(Supplied information begins)
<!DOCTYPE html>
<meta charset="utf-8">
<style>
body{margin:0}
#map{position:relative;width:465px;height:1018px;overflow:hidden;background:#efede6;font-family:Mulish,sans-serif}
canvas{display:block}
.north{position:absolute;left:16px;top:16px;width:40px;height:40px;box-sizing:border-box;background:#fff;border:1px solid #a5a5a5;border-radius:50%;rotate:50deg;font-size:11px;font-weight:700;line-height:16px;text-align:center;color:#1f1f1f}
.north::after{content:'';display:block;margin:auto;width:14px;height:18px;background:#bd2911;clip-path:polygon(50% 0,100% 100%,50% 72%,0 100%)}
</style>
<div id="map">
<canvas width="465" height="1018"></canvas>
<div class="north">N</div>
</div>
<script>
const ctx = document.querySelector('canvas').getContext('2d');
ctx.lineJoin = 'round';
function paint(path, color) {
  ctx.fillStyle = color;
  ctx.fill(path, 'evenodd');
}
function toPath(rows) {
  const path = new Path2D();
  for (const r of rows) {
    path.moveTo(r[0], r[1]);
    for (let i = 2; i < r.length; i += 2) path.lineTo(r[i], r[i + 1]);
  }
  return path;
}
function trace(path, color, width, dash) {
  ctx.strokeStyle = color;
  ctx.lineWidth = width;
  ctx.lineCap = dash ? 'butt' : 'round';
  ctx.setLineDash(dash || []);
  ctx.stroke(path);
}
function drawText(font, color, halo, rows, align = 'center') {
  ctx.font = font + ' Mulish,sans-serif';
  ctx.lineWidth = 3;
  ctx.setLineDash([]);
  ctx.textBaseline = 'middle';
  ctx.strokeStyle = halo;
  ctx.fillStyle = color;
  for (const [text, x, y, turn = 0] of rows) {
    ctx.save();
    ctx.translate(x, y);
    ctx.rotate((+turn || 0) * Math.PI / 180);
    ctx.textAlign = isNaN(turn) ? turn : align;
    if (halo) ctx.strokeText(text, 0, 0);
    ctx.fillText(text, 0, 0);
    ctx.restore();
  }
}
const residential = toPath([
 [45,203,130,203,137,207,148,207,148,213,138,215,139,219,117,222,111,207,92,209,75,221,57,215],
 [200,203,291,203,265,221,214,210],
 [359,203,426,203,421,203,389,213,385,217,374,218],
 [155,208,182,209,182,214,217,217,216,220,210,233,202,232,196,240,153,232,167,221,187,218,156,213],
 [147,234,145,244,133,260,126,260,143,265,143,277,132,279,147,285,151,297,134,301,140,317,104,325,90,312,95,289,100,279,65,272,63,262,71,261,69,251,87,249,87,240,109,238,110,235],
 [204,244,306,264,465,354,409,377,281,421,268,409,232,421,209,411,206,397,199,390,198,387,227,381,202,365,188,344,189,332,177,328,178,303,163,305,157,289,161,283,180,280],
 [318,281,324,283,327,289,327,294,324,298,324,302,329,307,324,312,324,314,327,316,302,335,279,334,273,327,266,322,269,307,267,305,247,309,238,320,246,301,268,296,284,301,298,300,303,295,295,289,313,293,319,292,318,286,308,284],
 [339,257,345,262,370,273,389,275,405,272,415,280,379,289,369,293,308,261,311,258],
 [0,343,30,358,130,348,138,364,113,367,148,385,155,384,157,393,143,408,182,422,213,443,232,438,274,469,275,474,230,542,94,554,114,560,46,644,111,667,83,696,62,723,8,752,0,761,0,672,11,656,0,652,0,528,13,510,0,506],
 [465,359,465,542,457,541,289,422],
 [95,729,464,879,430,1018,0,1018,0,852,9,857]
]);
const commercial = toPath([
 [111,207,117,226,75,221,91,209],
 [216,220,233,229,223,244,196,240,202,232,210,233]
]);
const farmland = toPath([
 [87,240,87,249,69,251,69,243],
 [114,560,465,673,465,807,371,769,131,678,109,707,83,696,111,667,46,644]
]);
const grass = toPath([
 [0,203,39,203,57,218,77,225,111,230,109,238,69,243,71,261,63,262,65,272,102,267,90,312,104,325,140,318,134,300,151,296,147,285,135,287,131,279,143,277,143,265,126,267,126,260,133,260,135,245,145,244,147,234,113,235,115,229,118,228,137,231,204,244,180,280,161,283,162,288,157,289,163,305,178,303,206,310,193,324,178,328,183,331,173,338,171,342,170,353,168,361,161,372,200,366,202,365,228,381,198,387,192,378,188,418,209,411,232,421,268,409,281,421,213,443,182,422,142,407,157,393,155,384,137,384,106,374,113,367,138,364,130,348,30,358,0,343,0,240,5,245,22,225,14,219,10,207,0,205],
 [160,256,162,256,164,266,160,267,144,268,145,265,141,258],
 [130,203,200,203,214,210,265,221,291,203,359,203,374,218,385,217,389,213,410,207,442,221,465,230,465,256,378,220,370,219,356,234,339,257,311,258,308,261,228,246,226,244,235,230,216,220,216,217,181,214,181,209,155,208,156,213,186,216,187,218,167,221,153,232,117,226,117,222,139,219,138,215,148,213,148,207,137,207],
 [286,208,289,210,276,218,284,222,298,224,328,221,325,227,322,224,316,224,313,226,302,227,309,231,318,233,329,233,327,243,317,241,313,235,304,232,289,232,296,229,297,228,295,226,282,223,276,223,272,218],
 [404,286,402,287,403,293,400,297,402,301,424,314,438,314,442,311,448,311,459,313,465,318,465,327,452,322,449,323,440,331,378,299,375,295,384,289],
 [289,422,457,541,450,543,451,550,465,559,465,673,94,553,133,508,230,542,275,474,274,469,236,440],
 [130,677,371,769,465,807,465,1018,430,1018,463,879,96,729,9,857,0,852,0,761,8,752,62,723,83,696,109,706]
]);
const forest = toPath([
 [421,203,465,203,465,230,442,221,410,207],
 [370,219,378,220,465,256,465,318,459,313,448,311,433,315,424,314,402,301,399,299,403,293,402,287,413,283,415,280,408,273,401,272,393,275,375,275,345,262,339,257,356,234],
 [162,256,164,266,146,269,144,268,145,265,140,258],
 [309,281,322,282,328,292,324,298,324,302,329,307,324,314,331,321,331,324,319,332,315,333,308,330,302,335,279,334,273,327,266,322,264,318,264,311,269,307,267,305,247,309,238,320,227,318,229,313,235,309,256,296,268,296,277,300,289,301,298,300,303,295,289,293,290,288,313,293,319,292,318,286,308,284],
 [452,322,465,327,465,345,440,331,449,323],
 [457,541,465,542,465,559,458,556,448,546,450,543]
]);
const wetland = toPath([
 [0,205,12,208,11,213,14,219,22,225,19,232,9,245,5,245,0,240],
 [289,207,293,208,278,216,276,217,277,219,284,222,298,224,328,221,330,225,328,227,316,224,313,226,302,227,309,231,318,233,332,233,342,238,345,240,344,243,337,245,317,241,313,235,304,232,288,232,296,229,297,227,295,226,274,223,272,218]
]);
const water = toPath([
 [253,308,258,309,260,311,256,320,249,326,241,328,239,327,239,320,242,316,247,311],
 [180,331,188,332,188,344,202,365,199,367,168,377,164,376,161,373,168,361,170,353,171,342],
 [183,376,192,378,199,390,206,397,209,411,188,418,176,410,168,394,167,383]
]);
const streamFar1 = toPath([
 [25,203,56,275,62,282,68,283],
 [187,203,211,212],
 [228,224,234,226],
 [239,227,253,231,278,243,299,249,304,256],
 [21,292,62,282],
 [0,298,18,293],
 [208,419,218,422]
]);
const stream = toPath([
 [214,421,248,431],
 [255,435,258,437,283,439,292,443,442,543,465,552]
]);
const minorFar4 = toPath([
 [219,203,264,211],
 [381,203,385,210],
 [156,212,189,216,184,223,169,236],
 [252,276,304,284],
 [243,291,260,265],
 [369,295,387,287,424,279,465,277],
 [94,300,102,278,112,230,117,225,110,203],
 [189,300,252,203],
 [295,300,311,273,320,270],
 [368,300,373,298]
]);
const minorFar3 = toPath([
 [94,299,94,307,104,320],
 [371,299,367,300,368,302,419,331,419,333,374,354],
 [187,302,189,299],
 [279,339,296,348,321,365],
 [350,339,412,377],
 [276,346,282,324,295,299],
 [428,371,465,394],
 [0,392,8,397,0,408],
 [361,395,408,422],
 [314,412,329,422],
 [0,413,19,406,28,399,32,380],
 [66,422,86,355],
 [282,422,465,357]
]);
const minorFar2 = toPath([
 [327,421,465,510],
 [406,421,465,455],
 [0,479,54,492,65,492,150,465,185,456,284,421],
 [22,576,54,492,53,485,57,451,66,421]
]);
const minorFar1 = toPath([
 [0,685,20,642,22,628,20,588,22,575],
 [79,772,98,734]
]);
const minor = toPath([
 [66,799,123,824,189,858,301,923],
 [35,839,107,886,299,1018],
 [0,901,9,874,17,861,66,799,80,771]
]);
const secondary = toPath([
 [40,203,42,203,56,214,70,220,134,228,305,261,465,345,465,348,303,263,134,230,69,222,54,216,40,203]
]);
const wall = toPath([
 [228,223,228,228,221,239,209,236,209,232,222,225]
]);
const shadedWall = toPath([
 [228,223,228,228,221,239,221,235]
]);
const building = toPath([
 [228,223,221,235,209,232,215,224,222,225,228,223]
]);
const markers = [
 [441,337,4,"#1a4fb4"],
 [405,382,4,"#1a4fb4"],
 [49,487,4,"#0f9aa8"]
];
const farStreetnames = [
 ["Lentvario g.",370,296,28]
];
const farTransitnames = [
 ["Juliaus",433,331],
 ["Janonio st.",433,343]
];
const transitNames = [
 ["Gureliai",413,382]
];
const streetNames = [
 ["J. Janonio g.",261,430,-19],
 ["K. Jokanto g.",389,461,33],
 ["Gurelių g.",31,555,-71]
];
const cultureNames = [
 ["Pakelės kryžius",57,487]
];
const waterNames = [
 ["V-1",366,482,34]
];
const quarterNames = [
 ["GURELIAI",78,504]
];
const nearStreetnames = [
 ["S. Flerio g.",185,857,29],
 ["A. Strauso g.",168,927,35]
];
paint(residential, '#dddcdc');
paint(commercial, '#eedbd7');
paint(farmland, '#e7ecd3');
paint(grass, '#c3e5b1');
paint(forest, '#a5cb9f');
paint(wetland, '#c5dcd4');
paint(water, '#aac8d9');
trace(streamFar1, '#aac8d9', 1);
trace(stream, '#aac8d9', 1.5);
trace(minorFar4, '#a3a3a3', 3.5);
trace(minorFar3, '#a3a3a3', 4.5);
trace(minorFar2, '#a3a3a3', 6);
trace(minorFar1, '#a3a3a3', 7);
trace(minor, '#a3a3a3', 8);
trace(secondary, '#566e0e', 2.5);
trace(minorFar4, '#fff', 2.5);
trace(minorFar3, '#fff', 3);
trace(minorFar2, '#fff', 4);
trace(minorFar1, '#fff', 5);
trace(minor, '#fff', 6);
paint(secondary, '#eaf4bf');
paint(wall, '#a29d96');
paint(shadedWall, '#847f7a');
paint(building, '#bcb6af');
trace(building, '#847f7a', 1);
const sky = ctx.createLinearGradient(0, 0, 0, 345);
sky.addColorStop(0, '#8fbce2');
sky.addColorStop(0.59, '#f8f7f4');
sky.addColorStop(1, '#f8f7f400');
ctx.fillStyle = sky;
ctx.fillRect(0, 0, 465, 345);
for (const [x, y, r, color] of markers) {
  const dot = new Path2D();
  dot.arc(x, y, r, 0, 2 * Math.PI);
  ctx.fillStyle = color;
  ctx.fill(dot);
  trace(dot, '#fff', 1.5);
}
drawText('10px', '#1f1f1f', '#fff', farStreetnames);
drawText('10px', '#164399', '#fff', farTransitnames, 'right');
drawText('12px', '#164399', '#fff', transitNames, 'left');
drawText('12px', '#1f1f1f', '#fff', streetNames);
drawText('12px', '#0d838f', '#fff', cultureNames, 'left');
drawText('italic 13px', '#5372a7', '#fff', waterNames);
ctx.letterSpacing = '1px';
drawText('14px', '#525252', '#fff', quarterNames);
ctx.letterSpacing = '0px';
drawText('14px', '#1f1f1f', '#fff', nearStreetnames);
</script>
(Supplied information ends)
* Directions for this task:
There is a line with "trace(minorFar3, '#fff', 3);" and a line with "drawText('14px', '#525252', '#fff', quarterNames);" above. Copy exactly those two lines and all lines between them, with nothing else.

* Written reply:
trace(minorFar3, '#fff', 3);
trace(minorFar2, '#fff', 4);
trace(minorFar1, '#fff', 5);
trace(minor, '#fff', 6);
paint(secondary, '#eaf4bf');
paint(wall, '#a29d96');
paint(shadedWall, '#847f7a');
paint(building, '#bcb6af');
trace(building, '#847f7a', 1);
const sky = ctx.createLinearGradient(0, 0, 0, 345);
sky.addColorStop(0, '#8fbce2');
sky.addColorStop(0.59, '#f8f7f4');
sky.addColorStop(1, '#f8f7f400');
ctx.fillStyle = sky;
ctx.fillRect(0, 0, 465, 345);
for (const [x, y, r, color] of markers) {
  const dot = new Path2D();
  dot.arc(x, y, r, 0, 2 * Math.PI);
  ctx.fillStyle = color;
  ctx.fill(dot);
  trace(dot, '#fff', 1.5);
}
drawText('10px', '#1f1f1f', '#fff', farStreetnames);
drawText('10px', '#164399', '#fff', farTransitnames, 'right');
drawText('12px', '#164399', '#fff', transitNames, 'left');
drawText('12px', '#1f1f1f', '#fff', streetNames);
drawText('12px', '#0d838f', '#fff', cultureNames, 'left');
drawText('italic 13px', '#5372a7', '#fff', waterNames);
ctx.letterSpacing = '1px';
drawText('14px', '#525252', '#fff', quarterNames);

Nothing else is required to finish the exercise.